La justice a prononcé jeudi la liquidation sans poursuite d'activité de Technicolor Angers, laissant sur le carreau les 350 salariés du site, qui ont voté l'occupation de leur usine à partir de vendredi.
Dernier site de production en Europe du groupe français, l'usine, spécialisée dans la fabrication de décodeurs numériques, a vu sa liquidation prononcée par le tribunal de commerce de Nanterre, en l'absence d'offre de reprise.
A Angers, dans un silence de plomb, quelque 250 salariés rassemblés devant l'usine ont accueilli cette décision en jetant solennellement leurs blouses blanches dans un feu de palettes. Ils ont ensuite jeté au feu le bureau du directeur du site.
"Nous sommes en colère, depuis des mois.

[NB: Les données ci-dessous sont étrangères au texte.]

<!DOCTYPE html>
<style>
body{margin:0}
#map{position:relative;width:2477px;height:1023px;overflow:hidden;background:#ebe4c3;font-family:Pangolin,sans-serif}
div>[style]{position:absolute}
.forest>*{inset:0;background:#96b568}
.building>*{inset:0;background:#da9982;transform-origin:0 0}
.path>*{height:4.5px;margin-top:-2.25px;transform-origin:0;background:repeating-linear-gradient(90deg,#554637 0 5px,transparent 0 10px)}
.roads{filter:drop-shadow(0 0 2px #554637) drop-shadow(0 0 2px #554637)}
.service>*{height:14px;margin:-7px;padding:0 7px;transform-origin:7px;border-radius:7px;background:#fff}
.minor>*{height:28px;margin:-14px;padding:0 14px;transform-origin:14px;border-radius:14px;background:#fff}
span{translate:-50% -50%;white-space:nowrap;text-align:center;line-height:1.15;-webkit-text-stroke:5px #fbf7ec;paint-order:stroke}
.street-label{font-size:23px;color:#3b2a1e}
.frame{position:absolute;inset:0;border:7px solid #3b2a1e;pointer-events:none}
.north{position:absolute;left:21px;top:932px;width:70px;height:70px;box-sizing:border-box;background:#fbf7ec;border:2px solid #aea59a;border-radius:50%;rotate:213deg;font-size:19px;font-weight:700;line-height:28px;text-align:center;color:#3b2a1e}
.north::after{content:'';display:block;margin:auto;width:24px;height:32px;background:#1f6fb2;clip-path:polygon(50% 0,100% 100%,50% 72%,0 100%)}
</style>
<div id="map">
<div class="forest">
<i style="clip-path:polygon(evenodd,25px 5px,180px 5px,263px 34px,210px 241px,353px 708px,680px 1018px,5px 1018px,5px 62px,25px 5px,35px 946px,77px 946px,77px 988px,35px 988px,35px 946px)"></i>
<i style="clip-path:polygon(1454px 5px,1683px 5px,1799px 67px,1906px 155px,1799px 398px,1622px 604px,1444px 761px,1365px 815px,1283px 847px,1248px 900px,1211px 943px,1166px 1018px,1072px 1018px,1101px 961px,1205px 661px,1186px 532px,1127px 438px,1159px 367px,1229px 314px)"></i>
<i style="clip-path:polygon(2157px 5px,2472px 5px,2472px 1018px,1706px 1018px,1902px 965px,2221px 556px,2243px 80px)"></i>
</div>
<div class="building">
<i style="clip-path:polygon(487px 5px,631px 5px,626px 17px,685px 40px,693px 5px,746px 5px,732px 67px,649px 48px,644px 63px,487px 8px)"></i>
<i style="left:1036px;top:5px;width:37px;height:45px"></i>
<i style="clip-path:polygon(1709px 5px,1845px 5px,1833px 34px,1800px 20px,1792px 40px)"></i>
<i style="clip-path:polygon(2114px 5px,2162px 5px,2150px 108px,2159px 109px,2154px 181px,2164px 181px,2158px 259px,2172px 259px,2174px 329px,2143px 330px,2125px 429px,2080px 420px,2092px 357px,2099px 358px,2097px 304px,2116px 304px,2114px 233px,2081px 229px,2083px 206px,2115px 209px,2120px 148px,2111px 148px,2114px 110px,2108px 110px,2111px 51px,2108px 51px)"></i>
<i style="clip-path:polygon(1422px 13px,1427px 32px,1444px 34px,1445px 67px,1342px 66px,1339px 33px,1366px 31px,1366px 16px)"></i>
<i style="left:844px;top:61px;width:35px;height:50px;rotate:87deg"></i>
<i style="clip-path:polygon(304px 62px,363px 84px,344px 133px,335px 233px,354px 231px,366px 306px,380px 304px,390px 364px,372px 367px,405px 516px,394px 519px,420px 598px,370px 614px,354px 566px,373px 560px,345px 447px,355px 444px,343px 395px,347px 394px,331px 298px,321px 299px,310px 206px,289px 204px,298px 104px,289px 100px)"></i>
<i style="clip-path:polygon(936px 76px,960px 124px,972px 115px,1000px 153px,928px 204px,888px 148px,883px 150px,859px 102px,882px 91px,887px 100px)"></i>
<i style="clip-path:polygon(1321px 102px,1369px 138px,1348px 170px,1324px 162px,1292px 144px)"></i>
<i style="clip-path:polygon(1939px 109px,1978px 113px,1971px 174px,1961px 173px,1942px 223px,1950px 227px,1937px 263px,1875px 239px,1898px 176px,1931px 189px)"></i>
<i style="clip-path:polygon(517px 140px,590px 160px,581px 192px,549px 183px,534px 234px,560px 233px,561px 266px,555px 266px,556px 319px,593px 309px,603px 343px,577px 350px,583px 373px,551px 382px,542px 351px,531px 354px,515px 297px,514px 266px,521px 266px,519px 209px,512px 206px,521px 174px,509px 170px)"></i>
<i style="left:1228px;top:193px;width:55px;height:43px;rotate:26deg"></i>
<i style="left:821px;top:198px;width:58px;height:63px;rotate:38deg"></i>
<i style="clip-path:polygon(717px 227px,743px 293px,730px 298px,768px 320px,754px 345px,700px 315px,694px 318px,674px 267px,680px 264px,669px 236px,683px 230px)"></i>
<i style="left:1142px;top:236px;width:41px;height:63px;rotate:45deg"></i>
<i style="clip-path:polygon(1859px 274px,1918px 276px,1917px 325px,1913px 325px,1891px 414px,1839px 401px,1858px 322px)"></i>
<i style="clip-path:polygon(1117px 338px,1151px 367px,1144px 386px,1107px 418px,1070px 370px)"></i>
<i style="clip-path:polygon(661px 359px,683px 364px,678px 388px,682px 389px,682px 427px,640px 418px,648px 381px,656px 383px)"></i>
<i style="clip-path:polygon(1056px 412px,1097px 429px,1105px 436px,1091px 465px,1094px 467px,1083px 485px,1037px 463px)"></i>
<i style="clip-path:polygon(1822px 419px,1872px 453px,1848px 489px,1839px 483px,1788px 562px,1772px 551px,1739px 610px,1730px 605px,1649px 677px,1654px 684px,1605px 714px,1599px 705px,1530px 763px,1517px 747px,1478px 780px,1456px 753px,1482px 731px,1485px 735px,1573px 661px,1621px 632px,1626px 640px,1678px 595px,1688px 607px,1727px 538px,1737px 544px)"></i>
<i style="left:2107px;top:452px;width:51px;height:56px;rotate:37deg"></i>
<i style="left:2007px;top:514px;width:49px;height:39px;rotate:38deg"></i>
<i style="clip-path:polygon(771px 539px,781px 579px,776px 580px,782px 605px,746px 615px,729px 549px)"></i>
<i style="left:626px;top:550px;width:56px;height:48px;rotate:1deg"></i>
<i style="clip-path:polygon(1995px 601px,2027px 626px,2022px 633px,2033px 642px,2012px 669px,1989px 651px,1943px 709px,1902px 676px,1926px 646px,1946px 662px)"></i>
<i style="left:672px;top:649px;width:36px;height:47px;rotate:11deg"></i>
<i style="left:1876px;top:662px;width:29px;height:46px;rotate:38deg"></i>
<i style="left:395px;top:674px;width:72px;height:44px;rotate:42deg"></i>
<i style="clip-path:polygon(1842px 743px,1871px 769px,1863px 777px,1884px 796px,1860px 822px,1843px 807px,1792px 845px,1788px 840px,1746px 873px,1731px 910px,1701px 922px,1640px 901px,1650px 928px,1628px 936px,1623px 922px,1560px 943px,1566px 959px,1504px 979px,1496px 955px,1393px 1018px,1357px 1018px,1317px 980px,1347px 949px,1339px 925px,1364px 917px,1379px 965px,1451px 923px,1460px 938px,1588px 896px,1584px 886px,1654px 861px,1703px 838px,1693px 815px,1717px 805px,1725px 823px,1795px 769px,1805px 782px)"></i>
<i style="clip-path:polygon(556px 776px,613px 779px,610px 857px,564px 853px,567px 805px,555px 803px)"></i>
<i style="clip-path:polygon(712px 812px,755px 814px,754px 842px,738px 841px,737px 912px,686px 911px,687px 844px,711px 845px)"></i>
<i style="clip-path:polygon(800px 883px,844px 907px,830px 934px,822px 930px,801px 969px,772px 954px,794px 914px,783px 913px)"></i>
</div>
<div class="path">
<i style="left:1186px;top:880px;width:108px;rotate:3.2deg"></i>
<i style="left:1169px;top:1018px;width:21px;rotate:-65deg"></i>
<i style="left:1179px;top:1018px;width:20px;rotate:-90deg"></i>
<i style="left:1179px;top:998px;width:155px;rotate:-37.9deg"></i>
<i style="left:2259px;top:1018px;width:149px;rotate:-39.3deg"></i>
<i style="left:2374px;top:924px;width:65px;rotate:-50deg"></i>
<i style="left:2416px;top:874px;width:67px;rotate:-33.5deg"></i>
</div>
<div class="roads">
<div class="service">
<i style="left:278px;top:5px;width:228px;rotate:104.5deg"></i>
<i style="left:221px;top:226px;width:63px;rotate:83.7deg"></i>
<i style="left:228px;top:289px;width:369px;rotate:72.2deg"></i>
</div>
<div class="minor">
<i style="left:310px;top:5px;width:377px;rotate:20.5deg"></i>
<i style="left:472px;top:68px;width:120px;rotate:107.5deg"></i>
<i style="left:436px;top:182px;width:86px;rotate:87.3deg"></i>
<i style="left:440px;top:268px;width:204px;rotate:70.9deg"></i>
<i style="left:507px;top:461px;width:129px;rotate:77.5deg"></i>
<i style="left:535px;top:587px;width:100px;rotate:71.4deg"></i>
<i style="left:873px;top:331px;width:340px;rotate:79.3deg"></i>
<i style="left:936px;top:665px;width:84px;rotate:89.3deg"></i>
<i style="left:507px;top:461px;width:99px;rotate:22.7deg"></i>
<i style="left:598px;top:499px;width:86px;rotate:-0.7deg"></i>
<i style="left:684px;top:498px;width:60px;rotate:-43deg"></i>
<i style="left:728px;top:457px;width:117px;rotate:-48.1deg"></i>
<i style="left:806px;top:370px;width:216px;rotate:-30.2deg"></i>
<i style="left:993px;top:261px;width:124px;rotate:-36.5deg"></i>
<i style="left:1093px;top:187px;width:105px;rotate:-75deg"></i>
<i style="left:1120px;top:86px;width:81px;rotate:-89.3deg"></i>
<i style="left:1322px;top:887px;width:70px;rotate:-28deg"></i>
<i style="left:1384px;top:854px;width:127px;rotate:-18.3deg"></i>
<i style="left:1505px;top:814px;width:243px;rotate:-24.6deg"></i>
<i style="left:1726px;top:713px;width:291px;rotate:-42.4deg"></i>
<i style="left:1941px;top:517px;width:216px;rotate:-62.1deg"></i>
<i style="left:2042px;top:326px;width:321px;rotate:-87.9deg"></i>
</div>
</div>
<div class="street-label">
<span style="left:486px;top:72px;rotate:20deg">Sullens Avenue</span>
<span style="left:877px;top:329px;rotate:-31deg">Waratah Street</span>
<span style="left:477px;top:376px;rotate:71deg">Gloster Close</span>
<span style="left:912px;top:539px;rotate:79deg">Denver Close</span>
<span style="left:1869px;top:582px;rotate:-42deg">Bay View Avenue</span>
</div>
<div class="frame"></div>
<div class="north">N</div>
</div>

On a voulu nous embarquer, nous faire croire des choses et au bout du compte il n'y a rien du tout", a déclaré lors de la manifestation une représentante de l'intersyndicale CGT-CFDT-CFE/CGC, Martine Guilbert.
Les 350 salariés devraient recevoir leur lettre de licenciement dans les 15 jours. Ils font face à des perspectives de reconversion difficiles, avec une moyenne d'âge de 53 ans, selon les syndicats.
"Technicolor a décidé de se débarrasser de son site. En choisissant la voie judiciaire, elle s'est désengagée de ses responsabilités et pense s'exonérer de ses obligations sociales et financières", a réagi au tribunal Odile Coquereau, déléguée syndicale CGT.
Les salariés ont voté jeudi l'occupation quotidienne du site, de 09H00 à 16H30 à partir de vendredi, pour obtenir de Thomson des primes supralégales de licenciement. "On va rester dans cette usine, on ne va pas la lâcher: on a 15 jours pour mettre la pression sur Technicolor", a déclaré Mme Guilbert.
L'intersyndicale CGT-CFDT-CFE/CGC a par ailleurs appelé à une manifestation mercredi à 10H00 à Angers.
Selon l'avocat du comité d'entreprise, Me Jean-Pierre Bougnoux, une action judiciaire pourrait être engagée à l'encontre de Technicolor pour que l'entreprise "finance un plan social".
"Continuer à faire vivre l'activité"
En outre, "l'intersyndicale demande que le Premier ministre Jean-Marc Ayrault (...) convoque le directeur général (de Technicolor) Frédéric Rose, pour lui demander des comptes et pour lui demander d'assumer financièrement la responsabilité de la liquidation de l'usine d'Angers", a indiqué un porte-parole de l'intersyndicale, Guillaume Trichard.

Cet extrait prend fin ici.